====== Record extracts

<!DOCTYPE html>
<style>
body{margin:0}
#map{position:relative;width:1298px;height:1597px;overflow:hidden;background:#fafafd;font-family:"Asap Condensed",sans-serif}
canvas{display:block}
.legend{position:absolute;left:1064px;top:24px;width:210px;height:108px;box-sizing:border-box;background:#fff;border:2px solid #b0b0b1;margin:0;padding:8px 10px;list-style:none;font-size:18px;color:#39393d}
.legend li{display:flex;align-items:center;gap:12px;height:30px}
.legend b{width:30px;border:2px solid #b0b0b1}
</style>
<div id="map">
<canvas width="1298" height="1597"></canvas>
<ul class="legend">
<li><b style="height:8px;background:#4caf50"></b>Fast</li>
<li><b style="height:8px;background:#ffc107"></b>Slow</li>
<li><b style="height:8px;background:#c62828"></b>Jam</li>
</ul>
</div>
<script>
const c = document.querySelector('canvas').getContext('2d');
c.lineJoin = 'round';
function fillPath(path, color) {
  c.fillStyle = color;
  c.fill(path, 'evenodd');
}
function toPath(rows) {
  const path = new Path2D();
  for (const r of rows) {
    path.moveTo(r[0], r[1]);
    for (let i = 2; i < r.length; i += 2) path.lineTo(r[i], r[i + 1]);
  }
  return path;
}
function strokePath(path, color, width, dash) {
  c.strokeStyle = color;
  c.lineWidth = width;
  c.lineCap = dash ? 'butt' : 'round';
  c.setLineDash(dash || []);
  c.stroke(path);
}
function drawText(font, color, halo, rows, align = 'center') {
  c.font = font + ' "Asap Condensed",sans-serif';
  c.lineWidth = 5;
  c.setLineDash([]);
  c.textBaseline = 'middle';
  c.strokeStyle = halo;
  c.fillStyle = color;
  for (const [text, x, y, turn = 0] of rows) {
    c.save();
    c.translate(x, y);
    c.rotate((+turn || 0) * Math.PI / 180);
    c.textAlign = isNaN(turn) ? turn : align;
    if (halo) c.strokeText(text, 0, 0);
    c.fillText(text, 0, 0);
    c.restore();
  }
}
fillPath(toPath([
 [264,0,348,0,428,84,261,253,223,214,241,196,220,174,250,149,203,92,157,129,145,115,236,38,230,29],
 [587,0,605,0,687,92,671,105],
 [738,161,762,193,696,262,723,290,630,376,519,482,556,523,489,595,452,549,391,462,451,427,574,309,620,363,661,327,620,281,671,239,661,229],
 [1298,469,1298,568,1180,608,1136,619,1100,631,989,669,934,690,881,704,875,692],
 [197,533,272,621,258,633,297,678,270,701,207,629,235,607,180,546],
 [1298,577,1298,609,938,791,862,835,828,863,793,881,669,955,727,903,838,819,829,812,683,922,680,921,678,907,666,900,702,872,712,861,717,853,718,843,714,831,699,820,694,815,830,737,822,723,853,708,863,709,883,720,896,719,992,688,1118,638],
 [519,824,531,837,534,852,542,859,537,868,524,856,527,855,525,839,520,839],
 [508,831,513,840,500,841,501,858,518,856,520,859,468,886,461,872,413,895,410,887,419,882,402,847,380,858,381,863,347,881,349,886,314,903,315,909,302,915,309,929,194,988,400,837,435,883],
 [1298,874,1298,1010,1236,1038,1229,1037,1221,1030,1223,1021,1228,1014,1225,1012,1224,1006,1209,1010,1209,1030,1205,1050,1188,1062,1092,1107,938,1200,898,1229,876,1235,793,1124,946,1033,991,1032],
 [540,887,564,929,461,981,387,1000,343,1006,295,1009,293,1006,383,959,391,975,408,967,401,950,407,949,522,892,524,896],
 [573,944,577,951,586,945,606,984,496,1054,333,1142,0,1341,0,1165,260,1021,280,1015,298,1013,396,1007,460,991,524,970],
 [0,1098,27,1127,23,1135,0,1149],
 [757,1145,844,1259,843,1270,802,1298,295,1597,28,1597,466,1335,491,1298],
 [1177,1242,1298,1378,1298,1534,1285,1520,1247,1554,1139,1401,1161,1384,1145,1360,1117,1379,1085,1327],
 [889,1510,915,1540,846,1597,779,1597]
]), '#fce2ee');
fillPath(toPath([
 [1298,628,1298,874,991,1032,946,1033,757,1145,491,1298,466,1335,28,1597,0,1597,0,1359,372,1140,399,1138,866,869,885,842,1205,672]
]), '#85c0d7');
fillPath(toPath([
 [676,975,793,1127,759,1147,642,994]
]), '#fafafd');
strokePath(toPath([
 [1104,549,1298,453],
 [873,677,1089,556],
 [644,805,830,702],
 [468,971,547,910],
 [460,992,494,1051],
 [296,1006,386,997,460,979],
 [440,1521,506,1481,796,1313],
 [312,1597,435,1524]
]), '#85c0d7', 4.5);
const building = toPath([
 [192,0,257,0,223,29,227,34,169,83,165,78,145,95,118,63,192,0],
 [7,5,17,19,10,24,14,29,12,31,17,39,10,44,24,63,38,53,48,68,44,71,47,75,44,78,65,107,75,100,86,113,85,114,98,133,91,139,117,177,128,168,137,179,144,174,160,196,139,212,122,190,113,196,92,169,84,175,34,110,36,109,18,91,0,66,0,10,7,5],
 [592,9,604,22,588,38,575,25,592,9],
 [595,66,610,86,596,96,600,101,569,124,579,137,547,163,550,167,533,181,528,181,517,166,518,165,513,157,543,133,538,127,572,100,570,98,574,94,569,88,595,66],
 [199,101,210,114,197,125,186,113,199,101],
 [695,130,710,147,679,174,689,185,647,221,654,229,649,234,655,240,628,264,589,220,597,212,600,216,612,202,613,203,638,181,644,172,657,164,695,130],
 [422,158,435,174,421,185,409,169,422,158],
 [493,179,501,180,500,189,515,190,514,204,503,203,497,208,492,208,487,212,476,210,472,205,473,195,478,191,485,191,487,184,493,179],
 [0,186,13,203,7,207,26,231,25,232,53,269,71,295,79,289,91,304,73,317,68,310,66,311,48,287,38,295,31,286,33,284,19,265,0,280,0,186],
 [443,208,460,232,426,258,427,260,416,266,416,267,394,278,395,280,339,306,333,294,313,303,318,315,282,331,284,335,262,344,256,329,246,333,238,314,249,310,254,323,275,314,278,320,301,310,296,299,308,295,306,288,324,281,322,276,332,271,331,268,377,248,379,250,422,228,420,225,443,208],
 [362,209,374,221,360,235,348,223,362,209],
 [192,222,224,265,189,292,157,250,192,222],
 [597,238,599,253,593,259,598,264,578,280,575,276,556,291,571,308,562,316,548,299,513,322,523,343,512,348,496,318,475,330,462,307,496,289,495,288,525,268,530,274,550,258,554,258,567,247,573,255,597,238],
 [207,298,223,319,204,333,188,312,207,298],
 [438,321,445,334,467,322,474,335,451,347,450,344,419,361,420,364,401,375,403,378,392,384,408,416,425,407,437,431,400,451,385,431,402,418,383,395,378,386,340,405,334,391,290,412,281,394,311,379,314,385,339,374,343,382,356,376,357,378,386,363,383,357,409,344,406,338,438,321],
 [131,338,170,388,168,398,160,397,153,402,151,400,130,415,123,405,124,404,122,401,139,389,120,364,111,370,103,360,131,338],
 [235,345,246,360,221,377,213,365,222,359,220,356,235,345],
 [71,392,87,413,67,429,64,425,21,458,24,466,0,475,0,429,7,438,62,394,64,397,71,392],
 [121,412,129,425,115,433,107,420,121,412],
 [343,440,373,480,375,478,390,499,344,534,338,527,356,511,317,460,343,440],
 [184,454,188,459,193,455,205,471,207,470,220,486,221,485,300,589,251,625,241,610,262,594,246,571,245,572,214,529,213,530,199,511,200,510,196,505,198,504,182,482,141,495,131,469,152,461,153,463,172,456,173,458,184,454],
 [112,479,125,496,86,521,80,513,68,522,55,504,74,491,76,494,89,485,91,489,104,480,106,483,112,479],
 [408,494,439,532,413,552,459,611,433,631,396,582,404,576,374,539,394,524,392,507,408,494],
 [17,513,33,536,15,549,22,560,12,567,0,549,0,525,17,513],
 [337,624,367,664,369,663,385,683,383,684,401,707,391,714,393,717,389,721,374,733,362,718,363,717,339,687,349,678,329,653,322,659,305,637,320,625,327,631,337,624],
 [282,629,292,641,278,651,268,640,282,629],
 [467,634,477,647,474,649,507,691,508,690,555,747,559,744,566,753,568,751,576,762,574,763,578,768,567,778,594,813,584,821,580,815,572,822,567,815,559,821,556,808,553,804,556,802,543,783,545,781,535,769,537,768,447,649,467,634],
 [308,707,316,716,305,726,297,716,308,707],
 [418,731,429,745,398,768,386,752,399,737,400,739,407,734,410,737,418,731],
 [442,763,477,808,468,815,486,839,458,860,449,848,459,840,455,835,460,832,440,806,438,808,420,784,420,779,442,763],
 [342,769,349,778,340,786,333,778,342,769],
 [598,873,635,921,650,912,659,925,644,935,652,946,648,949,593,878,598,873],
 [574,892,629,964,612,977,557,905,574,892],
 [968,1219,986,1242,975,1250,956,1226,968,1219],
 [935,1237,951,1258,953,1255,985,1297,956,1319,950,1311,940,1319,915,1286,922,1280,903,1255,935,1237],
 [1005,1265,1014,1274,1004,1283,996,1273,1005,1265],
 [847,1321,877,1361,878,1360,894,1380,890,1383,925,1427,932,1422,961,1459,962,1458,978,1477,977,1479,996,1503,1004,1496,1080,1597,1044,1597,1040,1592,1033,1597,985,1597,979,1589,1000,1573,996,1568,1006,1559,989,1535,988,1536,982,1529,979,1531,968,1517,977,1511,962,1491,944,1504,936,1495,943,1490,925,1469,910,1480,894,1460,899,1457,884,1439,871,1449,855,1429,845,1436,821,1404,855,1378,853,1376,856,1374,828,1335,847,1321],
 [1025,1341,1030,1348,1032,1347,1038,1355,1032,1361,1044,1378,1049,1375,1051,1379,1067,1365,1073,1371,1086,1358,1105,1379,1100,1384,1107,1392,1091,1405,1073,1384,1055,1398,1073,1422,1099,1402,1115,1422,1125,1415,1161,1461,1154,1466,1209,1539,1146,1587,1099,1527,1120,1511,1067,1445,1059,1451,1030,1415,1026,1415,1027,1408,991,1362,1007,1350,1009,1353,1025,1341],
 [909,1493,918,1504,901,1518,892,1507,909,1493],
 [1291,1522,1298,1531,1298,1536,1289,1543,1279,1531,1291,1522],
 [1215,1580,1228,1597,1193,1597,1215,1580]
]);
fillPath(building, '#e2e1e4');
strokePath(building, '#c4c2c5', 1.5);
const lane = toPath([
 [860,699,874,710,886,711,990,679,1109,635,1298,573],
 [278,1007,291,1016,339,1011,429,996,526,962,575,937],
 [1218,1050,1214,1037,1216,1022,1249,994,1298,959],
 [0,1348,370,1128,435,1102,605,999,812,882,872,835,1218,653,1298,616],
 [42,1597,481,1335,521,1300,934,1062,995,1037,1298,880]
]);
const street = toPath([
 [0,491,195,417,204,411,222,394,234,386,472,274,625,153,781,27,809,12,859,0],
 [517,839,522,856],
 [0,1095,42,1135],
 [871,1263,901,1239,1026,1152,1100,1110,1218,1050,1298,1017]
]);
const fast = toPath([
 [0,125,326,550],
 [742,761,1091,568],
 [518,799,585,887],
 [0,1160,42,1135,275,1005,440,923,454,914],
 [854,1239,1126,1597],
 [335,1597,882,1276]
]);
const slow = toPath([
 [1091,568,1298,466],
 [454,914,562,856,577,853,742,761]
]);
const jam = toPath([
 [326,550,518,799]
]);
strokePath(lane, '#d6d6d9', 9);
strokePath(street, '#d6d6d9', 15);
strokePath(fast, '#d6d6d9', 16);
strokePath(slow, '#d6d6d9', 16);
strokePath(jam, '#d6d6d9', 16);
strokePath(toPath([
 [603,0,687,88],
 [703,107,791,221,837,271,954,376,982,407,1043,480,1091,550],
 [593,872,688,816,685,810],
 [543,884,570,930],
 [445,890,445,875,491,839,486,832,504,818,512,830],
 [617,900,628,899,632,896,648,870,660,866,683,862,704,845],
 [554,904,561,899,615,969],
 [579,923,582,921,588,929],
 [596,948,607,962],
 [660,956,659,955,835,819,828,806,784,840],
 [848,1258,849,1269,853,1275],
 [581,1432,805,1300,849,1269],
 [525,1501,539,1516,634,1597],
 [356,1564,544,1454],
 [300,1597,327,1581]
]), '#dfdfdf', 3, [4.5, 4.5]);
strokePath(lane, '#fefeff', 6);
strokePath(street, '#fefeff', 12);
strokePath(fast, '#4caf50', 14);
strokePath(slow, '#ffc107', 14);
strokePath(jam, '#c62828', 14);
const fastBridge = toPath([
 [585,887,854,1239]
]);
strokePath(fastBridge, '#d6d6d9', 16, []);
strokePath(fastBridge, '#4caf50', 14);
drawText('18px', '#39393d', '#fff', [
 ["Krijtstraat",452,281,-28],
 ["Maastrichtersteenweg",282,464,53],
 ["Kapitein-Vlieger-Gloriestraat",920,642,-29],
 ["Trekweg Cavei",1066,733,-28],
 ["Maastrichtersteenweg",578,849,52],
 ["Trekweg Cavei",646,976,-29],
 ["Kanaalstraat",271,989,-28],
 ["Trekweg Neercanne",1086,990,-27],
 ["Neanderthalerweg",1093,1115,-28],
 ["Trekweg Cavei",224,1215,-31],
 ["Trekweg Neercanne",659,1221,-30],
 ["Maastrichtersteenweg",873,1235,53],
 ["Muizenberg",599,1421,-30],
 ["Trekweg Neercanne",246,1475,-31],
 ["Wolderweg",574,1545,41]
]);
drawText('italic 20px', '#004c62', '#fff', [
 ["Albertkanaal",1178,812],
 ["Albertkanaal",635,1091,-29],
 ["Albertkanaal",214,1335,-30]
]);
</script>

============

Exercise goal: Which lines above contain the word "center"? List them.

Solved exercise:
.legend li{display:flex;align-items:center;gap:12px;height:30px}
function drawText(font, color, halo, rows, align = 'center') {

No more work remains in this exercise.